Title: Brenner, Frederick

Source text: The Medical and Surgical History of the War of the Rebellion. (1861-65.), Part 2, Volume 1 (Washington, DC: Government Printing Office, 1879), 180.

Keywords:diarrhœa and dysenteryfatal cases of diarrhœa and dysentery, with accounts of the morbid appearances observedfrom Lincoln Hospital, Washington, D. C.chronic diarrhœalower lobes of both lungs congestedmucous membrane of large intestine studded with ulcers, many very deepautopsy performed

Civil War Washington ID: med.d1e41228

TEI/XML: med.d1e41228.xml

Case from the case-book of LINCOLN HOSPITAL, Washington, D. C.; Surgeon J. Cooper McKee, U. S. A., in charge.

CASE 408.—Sergeant Frederick Brenner, company C, 15th New York artillery; age 5O; admitted from the army of the Potomac October 7, 1864. Chronic diarrhœa. Died, October 10th. Autopsy ten hours and a half after death: Height five feet seven inches; rigor mortis well marked; body well supplied with fat. The brain weighed forty-three ounces. The lower lobes of both lungs were much congested, and a large amount of rust-colored frothy mucus exuded on section; the remaining lobes appeared to be normal; the right lung weighed twenty-one ounces, the left sixteen and a half.

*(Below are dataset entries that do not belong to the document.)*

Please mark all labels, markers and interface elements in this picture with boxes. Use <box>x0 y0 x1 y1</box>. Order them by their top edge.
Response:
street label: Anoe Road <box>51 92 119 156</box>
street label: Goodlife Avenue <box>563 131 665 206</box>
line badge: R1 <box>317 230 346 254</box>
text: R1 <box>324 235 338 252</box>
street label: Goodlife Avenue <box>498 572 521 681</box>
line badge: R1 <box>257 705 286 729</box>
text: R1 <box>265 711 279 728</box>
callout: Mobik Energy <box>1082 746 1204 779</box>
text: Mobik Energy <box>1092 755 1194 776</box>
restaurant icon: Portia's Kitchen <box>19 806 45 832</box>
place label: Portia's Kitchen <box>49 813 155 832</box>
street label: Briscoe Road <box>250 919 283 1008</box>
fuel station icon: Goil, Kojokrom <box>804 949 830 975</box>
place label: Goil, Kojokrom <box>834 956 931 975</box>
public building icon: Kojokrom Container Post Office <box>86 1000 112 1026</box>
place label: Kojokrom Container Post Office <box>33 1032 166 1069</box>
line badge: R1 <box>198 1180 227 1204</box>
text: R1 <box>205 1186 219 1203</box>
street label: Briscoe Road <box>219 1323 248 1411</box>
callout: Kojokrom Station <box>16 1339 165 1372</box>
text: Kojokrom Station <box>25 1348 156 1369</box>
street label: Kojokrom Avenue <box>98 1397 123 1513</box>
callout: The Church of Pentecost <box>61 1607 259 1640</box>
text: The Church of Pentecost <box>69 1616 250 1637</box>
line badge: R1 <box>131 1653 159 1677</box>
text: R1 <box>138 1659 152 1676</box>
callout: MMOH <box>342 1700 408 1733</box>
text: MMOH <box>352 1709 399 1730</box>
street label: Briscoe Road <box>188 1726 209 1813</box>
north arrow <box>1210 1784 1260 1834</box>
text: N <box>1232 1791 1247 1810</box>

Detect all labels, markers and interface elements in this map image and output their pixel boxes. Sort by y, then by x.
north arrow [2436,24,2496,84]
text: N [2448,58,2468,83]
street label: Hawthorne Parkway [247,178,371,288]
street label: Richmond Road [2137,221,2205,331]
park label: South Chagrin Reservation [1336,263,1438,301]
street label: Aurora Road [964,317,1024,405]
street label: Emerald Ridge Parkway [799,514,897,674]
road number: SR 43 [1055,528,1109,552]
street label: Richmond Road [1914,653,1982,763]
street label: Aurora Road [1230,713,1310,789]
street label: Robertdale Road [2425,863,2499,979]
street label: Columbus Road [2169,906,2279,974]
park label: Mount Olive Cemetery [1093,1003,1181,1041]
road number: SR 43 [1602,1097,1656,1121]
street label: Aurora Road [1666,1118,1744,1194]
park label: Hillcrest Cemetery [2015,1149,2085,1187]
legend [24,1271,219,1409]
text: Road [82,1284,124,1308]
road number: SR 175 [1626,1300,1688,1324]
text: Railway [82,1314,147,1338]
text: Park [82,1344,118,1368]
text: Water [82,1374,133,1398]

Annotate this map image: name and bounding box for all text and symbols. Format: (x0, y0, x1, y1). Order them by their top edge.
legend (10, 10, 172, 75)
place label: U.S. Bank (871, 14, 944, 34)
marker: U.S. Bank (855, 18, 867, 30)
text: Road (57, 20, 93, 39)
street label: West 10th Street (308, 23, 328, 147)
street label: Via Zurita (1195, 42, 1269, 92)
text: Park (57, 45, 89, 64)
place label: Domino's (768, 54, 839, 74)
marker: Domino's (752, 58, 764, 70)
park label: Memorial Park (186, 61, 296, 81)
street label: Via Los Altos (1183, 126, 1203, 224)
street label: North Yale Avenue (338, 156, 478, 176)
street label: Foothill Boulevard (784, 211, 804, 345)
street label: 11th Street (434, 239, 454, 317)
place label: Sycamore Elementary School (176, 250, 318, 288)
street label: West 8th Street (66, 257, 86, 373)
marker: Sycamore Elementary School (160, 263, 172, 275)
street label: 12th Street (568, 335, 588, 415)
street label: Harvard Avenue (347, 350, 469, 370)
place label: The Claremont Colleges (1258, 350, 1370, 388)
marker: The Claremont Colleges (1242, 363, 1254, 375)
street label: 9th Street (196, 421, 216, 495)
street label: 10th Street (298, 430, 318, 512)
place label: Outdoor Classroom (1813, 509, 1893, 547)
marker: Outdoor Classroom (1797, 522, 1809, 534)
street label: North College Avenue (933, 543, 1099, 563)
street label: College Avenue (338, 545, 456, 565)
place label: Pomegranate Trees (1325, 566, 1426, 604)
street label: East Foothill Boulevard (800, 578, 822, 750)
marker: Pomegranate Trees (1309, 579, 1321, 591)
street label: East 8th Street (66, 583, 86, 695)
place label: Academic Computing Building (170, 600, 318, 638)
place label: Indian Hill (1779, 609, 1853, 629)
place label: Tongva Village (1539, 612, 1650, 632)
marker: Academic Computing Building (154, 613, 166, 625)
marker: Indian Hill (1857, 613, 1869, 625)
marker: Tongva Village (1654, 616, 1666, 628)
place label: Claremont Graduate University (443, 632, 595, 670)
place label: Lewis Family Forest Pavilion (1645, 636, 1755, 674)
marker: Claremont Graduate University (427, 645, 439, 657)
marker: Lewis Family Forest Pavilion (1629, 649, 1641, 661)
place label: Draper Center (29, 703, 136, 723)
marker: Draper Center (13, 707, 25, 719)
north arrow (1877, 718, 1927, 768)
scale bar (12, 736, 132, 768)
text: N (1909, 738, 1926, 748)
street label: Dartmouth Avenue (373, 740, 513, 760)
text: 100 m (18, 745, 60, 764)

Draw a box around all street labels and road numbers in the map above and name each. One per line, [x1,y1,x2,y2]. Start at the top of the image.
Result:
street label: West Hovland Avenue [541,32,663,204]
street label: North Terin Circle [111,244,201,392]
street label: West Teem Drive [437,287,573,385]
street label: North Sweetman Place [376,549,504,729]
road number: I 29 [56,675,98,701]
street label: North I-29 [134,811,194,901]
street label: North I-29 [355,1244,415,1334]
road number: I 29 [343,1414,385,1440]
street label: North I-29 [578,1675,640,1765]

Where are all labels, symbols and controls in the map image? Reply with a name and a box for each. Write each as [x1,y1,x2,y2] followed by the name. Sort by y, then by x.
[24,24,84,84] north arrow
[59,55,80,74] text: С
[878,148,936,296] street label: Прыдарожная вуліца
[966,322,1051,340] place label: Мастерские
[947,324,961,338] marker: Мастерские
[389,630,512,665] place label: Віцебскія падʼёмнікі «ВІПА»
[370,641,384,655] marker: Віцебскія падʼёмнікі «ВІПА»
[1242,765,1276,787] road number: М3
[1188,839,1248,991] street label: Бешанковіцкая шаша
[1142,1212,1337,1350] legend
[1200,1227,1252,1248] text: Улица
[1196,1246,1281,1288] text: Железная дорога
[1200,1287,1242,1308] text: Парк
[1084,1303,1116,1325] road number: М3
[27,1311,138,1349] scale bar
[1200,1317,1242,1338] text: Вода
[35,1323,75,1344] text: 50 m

The heart and its valves were normal; it weighed eleven ounces; its right side contained a very large black clot, the left auricle a small one. The liver was congested, and weighed seventy-seven ounces; the gall-bladder contained seventeen drachms of very thick ropy bile. The spleen was light colored and soft; it weighed six ounces and a half. Both kidneys appeared to be normal; the right weighed six ounces, the left six and a half. The œsophagus, stomach and small intestine appeared to be normal. The mucous membrane of the large intestine was studded with ulcers, many of which were very deep.—Acting Assistant Surgeon H. M. Dean.